• [What you should do]
Go through the records and show each line where the word "Lines" occurs.

• [Available data]
-------
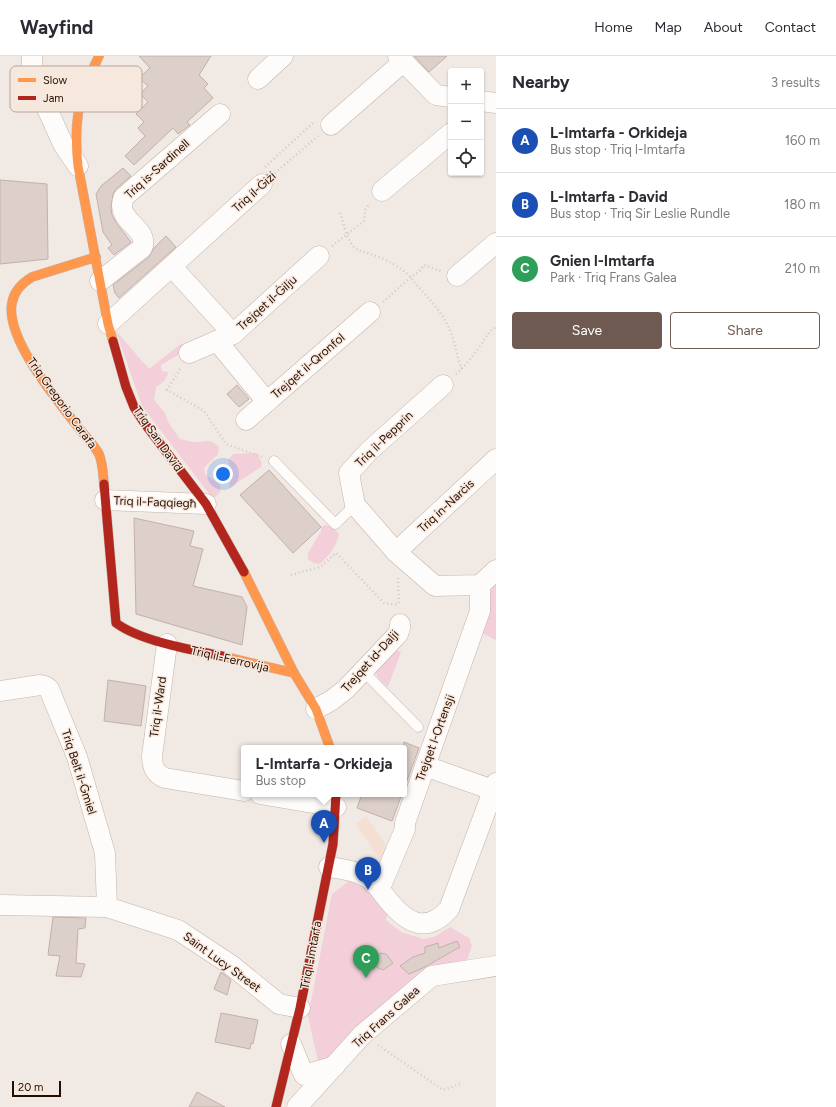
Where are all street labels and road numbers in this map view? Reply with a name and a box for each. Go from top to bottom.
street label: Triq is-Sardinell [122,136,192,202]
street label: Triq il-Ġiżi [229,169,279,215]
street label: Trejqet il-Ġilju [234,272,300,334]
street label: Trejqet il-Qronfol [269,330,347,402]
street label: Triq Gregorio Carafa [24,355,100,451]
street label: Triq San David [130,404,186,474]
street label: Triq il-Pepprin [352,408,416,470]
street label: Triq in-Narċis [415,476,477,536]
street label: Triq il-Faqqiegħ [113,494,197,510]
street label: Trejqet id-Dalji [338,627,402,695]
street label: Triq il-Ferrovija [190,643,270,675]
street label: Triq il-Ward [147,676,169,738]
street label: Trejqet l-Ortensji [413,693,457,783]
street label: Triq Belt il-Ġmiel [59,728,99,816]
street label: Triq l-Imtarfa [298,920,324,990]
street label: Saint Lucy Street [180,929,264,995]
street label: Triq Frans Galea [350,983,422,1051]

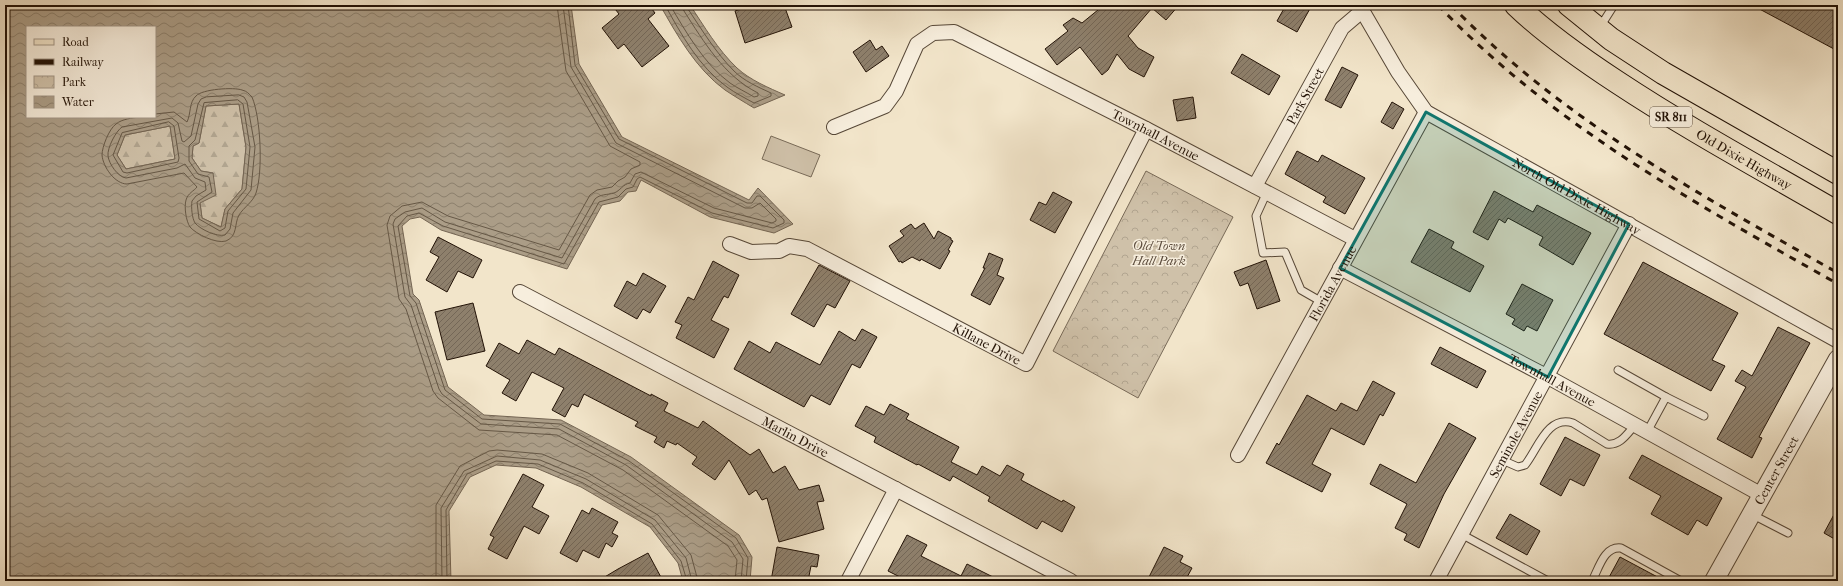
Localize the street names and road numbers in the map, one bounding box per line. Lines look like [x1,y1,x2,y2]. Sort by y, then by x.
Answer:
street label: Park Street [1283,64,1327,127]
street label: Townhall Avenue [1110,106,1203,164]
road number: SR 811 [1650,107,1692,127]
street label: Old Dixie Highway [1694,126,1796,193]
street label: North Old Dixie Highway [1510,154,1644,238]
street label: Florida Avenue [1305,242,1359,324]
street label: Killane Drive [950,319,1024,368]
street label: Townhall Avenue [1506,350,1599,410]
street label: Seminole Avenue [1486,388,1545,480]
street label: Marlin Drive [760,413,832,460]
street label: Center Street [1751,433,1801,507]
-------
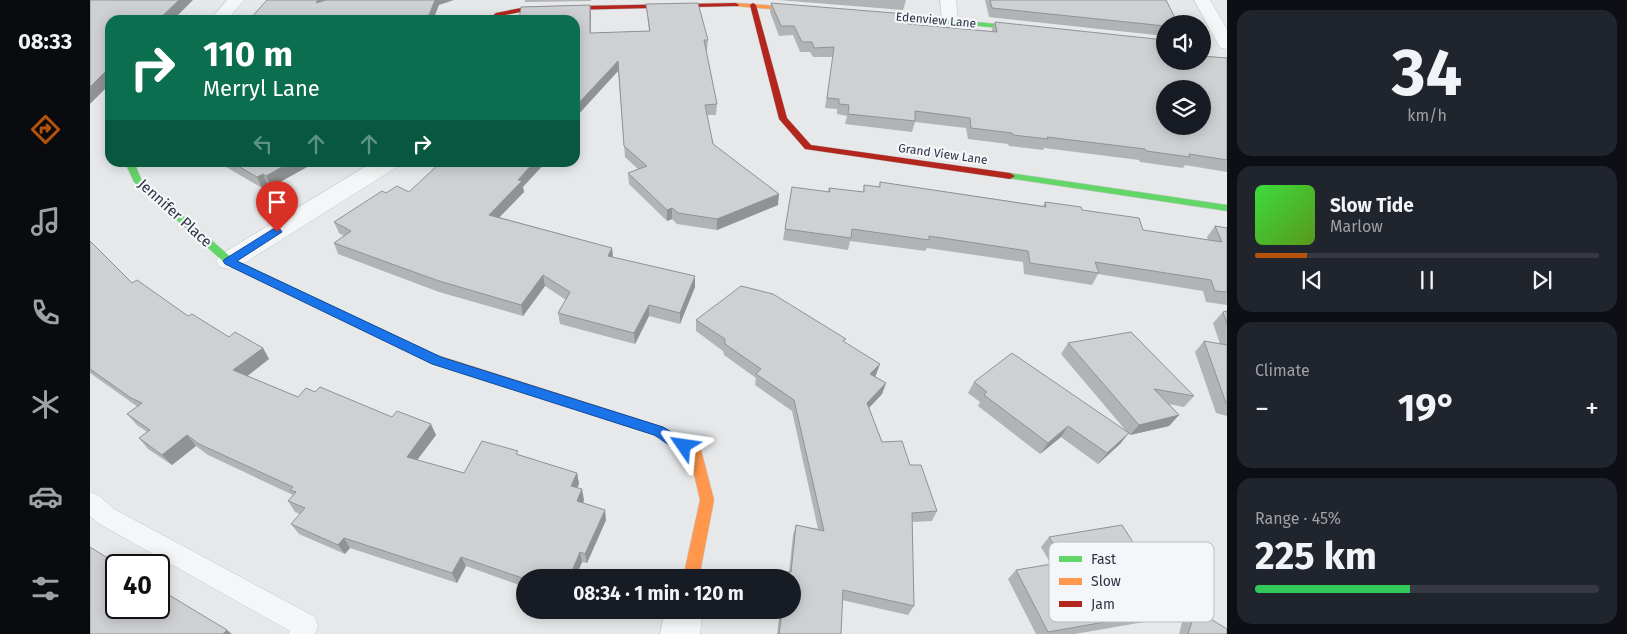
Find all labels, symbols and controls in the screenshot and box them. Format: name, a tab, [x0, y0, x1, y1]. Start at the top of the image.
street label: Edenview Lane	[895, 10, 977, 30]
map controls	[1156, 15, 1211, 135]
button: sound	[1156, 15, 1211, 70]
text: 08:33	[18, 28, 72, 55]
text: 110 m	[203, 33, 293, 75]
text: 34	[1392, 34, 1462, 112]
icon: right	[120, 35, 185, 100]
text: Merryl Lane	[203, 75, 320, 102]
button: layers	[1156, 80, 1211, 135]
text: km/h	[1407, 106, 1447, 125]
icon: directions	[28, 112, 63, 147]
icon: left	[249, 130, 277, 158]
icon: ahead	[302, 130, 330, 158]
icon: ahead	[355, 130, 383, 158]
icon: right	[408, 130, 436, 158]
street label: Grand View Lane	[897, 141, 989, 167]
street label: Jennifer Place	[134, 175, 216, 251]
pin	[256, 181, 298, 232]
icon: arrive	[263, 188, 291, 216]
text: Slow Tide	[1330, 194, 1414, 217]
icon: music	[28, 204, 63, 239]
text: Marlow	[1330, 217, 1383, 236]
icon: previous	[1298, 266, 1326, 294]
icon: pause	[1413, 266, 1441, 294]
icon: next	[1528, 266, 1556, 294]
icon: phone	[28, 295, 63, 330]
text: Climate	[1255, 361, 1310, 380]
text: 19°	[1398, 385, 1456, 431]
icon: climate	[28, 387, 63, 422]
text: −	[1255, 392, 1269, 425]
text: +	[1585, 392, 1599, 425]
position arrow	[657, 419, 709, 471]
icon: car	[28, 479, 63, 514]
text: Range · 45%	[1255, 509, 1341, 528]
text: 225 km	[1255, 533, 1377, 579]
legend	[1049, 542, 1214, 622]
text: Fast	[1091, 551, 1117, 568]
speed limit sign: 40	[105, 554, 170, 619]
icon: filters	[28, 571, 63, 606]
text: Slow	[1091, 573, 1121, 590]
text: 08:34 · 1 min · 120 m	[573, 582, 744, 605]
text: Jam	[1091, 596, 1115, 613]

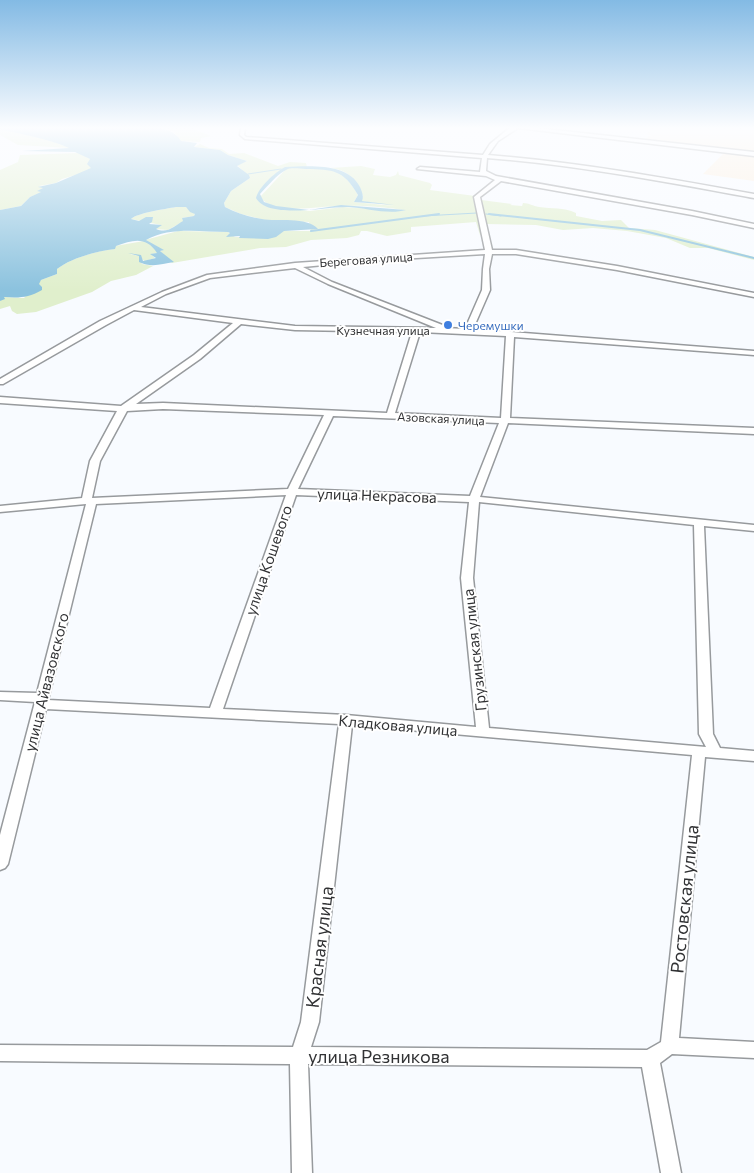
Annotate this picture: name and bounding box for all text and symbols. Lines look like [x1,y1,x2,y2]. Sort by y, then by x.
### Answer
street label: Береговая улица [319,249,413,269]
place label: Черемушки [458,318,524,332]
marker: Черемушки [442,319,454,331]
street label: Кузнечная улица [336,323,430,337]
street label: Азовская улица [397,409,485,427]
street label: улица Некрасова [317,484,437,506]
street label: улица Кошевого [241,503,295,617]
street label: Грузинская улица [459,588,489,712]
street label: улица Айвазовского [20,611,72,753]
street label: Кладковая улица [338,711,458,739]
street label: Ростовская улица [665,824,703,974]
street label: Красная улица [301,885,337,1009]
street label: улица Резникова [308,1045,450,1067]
-------
• [Task result]
Localize the street names and road numbers in the map, one bounding box per line. Lines look like [x1,y1,x2,y2]. Sort by y, then by x.
Annotate this picture: name and bounding box for all text and symbols. Lines look like [x1,y1,x2,y2]. Sort by y, then by x.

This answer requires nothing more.